Q6: A multithreaded program P executes with x number of threads and uses y number of locks for ensuring mutual exclusion while operating on shared memory locations. All locks in the program are non-reentrant, i.e., if a thread holds a lock l, then it cannot re-acquire lock l without releasing it. If a thread is unable to acquire a lock, it blocks until the lock becomes available. The minimum value of x and the minimum value of y together for which execution of P can result in a deadlock are:  (2017 SET 1)
(a) x = 1, y = 2
(b) x = 2, y =1
(c) x = 2, y =2
(d) x = 1, y = 1
Ans:
(d)
Sol: If we see definition of reentrant Lock :
In computer science, the reentrant mutex (recursive mutex, recursive lock) is particular type of mutual exclusion (mutex) device that may be locked multiple times by the same process/thread, without causing a deadlock.
A Re-entrant Lock is owned by the thread last successfully locking, but not yet unlocking it. A thread invoking lock will return, successfully acquiring the lock, when the lock is not owned by another thread. The method will return immediately if the current thread already owns the lock
Reentrant property is provided, so that a process who owns a lock, can acquire same lock multiple times. Here it is non-reentrant as given, process cant own same lock multiple times. So if a thread tries to acquire already owned lock, will get blocked, and this is a deadlock.
Here, the answer is (D).

Q7: Consider the following policies for preventing deadlock in a system with mutually exclusive resources.  (2015 SET 3) 
I. Processes should acquire all their resources at the beginning of execution. If any resource is not available, all resources acquired so far are released
II. The resources are numbered uniquely, and processes are allowed to request for resources only in increasing resource numbers
III. The resources are numbered uniquely, and processes are allowed to request for resources only in decreasing resource numbers
IV. The resources are numbered uniquely. A process is allowed to request only for a resource with resource number larger than its currently held resources
Which of the above policies can be used for preventing deadlock?
(a) Any one of I and III but not II or IV
(b) Any one of I, III, and IV but not II
(c) Any one of II and III but not I or IV
(d) Any one of I, II, III, and IV
Ans: (d)
Sol: A deadlock will not occur if one of the following four conditions doesn’t occur :

  • Mutual exclusion: it prevents simultaneous access to a shared resource.
  • Hold and wait: Process is holding a resource that may be required by other processes.
  • Circular wait: It means there are processes which are waiting for other processes to finish.
  • No pre-emption: If a process that is holding some resources requests another resource and that  resource cannot be allocated to it, then it must release all resources that are currently allocated to it.

Option 1:
Processes should acquire all their resources at the beginning of execution. If any resource is not available, all resources acquired so far are released. If this is allowed , then hold and wait will never occur. So, deadlock will not occur.
Option 2:
The resources are numbered uniquely, and processes are allowed to request for resources only in increasing resource numbers. It violates circular wait .
Option 3:
The resources are numbered uniquely, and processes are allowed to request for resources only in decreasing resource numbers. It also violates circular wait.
Option 4:
The resources are numbered uniquely. A process is allowed to request only for a resource with resource number larger than its currently held resources. It also violates circular wait.
So, all options are needed to prevent deadlock.

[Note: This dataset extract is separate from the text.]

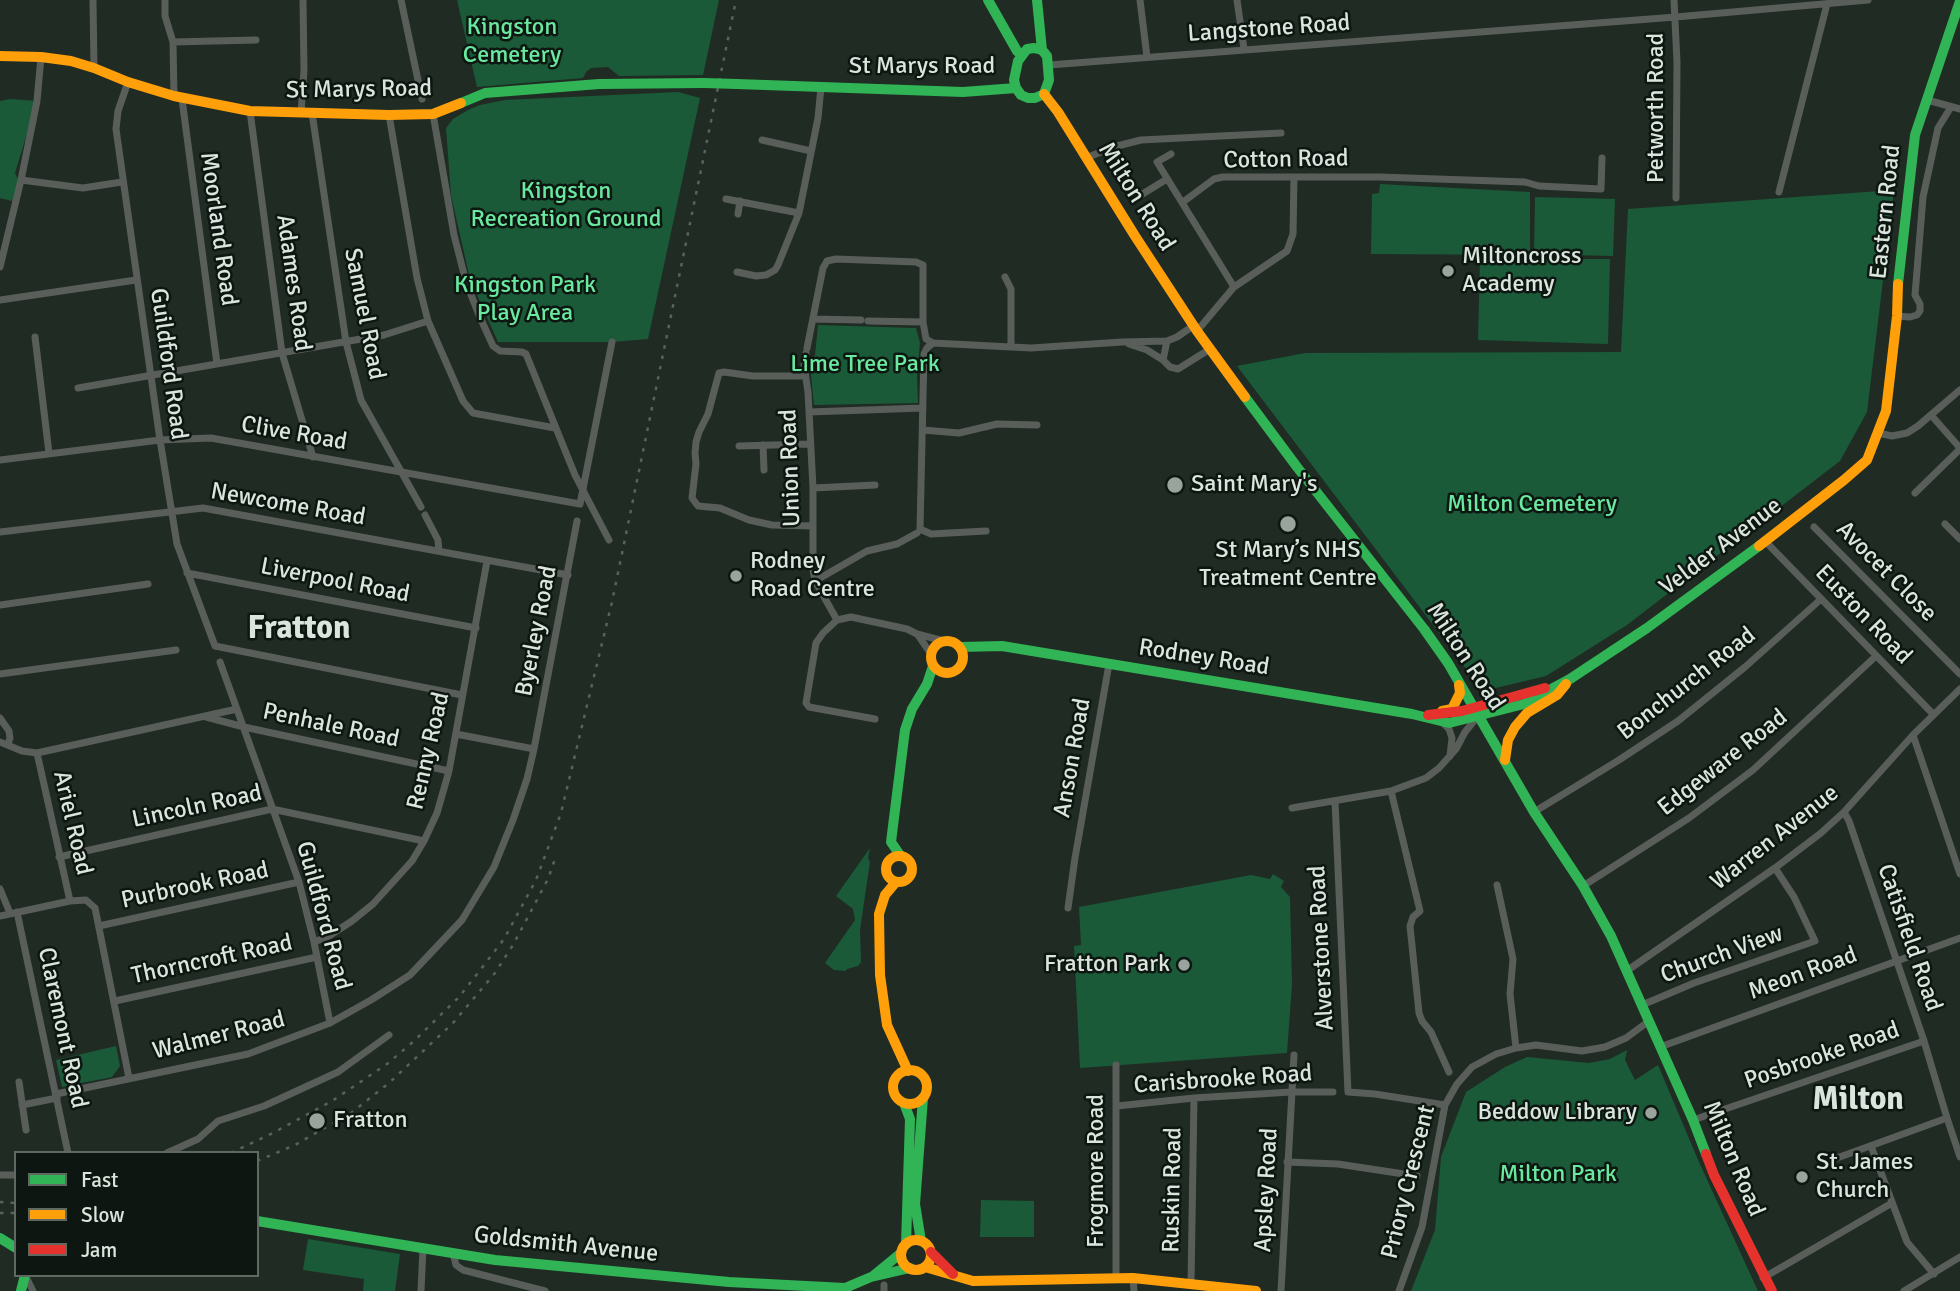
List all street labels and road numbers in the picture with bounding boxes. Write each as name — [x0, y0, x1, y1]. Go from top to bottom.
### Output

Q8: A system has 6 identical resources and N processes competing for them. Each process can request at most 2 resources. Which one of the following values of N could lead to a deadlock?  (2015 SET 2)
(a) 1
(b) 2
(c) 3
(d) 4
Ans: 
(d)
Sol:  3 × 2 = 6
4 x 2 = 8
I guess a question can't get easier than this- (D) choice. (Also, we can simply take the greatest value among choice for this question)
[There are 6 resources and all of them must be in use for deadlock. If the system has no other resource dependence, N= 4 cannot lead to a deadlock. But if N = 4, the system can be in deadlock in presence of other dependencies.
Why N = 3cannot cause deadlock? It can cause deadlock, only if the system is already in deadlock and so the deadlock is independent of the considered resource. Till N = 3, all requests for considered resource will always be satisfied and hence there won't be a waiting and hence no deadlock with respect to the considered resource. ]

Q9: A system contains three programs and each requires three tape units for its operation. The minimum number of tape units which the system must have such that deadlocks never arise is _________.  (2014 SET 3)
(a) 4
(b) 7
(c) 8
(d) 6
Ans:
(b)
Sol: Up to, 6 resources, there can be a case that all process have 2 each and dead lock can occur. With 7 resources, at least one process's need is satisfied and hence it must go ahead and finish and release all 3 resources it held. So, no dead lock is possible.

Q10: An operating system uses the Banker's algorithm for deadlock avoidance when managing the allocation of three resource types X, Y, and Z to three processes P0, P1, and P2. The table given below presents the current system state. Here, the Allocation matrix shows the current number of resources of each type allocated to each process and the Max matrix shows the maximum number of resources of each type required by each process during its execution.  (2014 SET 1)
Previous Year Questions: Deadlock | Operating System - Computer Science Engineering (CSE)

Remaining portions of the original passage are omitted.